Supplied records:

--*--

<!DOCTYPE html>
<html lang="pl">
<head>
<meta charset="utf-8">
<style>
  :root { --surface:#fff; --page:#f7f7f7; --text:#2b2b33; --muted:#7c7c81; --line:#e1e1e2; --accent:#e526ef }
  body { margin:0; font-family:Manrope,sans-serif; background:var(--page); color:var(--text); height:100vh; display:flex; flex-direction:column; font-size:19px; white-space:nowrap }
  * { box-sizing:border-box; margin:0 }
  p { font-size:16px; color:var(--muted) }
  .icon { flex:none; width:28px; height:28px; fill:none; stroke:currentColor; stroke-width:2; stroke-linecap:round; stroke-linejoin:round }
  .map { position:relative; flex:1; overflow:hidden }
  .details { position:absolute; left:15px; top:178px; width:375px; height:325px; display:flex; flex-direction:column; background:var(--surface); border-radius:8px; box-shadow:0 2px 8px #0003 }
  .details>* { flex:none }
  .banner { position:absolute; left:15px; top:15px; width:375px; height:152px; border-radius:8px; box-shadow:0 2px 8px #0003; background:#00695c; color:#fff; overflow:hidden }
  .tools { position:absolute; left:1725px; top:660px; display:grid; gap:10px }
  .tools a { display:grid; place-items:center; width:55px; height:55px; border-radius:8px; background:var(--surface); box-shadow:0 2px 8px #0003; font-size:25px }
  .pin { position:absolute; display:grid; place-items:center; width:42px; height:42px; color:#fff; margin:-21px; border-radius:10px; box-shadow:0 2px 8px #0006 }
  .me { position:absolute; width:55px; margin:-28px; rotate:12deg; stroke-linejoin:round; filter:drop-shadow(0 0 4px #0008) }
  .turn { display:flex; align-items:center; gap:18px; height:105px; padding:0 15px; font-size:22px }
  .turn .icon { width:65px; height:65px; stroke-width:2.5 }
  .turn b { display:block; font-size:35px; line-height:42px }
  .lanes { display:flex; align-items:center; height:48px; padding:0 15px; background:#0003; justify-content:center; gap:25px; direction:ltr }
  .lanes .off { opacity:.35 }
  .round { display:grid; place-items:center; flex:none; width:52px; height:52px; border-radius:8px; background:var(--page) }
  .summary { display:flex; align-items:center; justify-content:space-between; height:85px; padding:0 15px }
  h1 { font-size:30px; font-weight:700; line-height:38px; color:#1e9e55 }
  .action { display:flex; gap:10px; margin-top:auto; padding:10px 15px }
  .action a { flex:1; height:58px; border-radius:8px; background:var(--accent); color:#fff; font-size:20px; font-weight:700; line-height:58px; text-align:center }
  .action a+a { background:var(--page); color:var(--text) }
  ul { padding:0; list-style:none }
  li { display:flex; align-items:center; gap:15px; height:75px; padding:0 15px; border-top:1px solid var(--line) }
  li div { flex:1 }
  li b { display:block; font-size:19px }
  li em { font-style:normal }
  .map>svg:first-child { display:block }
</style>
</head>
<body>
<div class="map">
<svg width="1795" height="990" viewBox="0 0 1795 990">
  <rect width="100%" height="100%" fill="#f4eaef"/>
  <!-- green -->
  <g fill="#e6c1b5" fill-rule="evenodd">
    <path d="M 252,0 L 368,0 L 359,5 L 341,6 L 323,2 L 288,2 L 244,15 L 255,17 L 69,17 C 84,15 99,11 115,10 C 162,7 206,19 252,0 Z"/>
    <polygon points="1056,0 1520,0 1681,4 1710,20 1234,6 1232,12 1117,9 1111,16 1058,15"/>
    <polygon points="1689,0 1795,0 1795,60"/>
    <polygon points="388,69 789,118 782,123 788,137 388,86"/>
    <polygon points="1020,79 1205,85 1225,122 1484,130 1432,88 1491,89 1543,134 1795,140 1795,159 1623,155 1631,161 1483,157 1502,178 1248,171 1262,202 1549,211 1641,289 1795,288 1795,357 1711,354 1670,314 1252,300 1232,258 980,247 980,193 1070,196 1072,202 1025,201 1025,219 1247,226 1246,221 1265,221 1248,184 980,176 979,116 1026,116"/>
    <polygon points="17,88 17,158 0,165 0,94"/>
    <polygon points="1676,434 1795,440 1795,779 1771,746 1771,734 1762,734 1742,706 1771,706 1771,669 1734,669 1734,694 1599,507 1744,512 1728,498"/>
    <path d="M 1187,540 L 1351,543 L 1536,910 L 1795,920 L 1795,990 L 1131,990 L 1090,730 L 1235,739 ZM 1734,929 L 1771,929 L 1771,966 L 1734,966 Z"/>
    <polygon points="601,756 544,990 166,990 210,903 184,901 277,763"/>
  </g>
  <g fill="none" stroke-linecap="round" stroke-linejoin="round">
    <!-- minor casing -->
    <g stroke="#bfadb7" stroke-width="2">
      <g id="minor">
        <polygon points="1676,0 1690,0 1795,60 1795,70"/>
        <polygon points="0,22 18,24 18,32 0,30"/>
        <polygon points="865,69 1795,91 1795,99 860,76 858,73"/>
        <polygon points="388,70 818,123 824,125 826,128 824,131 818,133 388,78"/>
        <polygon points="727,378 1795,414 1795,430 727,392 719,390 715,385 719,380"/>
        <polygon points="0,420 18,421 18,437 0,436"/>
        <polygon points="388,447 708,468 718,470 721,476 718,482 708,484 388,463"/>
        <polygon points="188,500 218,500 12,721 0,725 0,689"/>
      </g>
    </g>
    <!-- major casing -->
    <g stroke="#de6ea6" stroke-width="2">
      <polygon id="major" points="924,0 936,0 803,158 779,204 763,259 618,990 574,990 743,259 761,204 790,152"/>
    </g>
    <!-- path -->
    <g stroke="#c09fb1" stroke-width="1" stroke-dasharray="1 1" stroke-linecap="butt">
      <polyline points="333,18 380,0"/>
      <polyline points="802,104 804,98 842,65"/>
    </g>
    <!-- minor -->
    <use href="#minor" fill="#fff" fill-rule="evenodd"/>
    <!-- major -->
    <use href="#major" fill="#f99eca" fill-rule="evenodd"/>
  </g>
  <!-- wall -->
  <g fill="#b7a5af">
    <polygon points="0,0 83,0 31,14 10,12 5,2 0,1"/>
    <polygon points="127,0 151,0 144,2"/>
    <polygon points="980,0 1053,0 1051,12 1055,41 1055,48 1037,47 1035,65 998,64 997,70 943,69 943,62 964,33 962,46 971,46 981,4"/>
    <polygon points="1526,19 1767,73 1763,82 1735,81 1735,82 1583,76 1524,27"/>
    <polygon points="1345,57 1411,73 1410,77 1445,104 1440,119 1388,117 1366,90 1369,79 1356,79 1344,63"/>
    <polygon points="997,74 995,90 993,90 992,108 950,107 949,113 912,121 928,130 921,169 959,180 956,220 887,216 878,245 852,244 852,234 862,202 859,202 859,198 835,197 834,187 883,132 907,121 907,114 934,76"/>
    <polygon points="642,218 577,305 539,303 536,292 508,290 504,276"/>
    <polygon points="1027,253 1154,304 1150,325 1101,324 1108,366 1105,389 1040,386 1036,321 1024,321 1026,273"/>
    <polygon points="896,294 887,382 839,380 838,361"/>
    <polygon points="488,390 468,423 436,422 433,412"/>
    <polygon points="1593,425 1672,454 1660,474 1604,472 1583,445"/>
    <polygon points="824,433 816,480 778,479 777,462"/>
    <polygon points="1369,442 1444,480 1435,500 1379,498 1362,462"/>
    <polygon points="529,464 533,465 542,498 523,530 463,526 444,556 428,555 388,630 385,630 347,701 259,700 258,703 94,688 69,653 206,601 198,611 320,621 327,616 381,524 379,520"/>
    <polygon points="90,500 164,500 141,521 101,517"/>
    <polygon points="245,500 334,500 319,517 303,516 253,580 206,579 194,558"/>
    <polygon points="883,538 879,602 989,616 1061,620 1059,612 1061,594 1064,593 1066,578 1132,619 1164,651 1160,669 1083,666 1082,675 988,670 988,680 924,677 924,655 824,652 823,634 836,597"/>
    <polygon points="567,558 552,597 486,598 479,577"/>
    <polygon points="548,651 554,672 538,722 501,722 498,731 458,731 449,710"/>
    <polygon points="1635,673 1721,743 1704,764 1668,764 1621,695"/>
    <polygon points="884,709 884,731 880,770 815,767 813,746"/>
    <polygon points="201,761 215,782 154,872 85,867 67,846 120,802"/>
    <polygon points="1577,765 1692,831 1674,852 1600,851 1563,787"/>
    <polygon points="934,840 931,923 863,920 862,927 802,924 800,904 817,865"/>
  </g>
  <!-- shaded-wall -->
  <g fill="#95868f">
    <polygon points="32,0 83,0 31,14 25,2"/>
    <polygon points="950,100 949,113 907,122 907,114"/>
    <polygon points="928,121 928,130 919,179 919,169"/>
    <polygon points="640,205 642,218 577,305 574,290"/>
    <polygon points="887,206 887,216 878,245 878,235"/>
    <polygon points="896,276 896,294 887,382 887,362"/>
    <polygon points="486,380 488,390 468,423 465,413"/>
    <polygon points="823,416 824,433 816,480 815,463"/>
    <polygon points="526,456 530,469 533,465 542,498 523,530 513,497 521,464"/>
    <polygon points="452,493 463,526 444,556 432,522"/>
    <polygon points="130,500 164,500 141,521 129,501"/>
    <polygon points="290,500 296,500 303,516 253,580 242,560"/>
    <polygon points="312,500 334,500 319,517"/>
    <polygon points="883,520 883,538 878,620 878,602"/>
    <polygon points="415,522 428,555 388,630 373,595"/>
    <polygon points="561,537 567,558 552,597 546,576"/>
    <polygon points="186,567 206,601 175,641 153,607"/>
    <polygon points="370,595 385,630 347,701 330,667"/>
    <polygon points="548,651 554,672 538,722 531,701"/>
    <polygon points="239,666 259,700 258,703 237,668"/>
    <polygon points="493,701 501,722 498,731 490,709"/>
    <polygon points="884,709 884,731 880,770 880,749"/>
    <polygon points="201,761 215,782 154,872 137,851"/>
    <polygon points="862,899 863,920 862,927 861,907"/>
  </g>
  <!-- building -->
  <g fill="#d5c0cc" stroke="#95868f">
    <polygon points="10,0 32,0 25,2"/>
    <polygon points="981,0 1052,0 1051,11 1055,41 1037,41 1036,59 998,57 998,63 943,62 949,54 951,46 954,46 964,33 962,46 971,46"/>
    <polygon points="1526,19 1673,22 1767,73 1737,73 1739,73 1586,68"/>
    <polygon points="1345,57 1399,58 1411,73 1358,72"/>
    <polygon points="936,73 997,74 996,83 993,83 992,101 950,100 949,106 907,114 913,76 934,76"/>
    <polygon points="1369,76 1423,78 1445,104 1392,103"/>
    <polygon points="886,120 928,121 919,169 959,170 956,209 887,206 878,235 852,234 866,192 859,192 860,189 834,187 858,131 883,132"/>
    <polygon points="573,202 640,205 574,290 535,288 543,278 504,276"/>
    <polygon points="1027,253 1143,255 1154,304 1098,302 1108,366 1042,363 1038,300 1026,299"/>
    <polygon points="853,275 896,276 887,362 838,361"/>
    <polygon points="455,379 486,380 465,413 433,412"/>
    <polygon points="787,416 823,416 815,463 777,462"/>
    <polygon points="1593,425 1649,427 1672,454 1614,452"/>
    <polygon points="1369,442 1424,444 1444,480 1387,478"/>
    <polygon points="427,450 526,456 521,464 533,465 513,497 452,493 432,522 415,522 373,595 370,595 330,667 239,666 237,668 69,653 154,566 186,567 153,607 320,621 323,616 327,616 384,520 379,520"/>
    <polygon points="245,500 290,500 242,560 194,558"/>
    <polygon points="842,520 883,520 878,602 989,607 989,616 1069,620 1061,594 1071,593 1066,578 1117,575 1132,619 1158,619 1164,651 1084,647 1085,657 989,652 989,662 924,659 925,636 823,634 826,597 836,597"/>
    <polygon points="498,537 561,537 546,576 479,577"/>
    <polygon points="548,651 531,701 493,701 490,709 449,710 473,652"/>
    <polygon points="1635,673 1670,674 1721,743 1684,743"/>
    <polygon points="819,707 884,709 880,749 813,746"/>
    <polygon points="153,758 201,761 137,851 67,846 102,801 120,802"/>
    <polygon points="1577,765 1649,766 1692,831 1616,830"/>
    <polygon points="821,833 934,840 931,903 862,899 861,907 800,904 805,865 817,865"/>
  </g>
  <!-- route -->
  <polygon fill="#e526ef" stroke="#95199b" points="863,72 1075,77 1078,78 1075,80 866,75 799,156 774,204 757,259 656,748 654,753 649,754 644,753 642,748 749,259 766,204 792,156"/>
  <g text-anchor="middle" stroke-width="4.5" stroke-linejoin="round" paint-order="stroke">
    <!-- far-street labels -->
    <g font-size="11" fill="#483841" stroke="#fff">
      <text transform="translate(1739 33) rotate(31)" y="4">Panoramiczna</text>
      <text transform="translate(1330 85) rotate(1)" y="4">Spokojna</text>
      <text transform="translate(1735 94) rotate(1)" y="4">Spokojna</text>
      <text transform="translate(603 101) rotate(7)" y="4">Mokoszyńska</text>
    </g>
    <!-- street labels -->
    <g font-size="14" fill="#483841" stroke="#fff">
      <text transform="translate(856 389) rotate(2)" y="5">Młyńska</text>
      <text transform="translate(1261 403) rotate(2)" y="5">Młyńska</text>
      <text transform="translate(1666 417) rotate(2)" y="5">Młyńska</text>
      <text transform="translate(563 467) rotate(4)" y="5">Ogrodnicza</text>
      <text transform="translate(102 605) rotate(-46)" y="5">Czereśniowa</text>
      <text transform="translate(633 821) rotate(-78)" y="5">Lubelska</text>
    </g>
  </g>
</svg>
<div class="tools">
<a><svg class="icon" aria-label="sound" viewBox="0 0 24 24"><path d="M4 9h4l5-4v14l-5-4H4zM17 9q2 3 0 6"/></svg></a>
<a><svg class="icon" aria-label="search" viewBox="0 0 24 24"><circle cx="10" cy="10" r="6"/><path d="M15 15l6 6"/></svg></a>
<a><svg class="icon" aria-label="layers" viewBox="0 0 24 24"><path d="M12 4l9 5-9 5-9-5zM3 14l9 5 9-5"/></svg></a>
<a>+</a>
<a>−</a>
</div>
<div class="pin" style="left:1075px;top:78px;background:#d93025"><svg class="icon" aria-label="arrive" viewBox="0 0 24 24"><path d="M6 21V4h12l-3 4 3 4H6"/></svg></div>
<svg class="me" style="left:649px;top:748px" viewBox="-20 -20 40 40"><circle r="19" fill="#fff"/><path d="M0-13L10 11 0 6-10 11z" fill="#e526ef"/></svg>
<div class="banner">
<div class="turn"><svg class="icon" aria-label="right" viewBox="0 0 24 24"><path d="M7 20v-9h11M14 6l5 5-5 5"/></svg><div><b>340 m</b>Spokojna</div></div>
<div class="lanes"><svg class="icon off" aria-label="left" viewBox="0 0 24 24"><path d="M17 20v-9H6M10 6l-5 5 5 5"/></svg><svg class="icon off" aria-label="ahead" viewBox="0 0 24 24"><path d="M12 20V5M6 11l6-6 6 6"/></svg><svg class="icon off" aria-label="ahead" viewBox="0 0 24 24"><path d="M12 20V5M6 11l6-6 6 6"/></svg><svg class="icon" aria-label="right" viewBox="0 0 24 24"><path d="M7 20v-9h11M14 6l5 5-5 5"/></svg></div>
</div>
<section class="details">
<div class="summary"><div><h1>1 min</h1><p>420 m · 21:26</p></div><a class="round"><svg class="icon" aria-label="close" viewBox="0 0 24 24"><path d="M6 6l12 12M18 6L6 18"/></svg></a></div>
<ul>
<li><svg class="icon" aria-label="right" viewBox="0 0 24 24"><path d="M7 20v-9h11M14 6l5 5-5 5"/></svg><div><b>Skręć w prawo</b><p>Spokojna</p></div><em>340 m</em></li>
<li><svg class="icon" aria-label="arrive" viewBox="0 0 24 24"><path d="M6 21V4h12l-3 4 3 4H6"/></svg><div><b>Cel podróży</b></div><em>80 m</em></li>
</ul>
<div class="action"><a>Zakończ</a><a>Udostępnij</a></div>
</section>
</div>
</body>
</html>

--*--

Aim of the task: Wherever the string "column" turns up in the material, copy the whole line.

Result of this task:
  body { margin:0; font-family:Manrope,sans-serif; background:var(--page); color:var(--text); height:100vh; display:flex; flex-direction:column; font-size:19px; white-space:nowrap }
  .details { position:absolute; left:15px; top:178px; width:375px; height:325px; display:flex; flex-direction:column; background:var(--surface); border-radius:8px; box-shadow:0 2px 8px #0003 }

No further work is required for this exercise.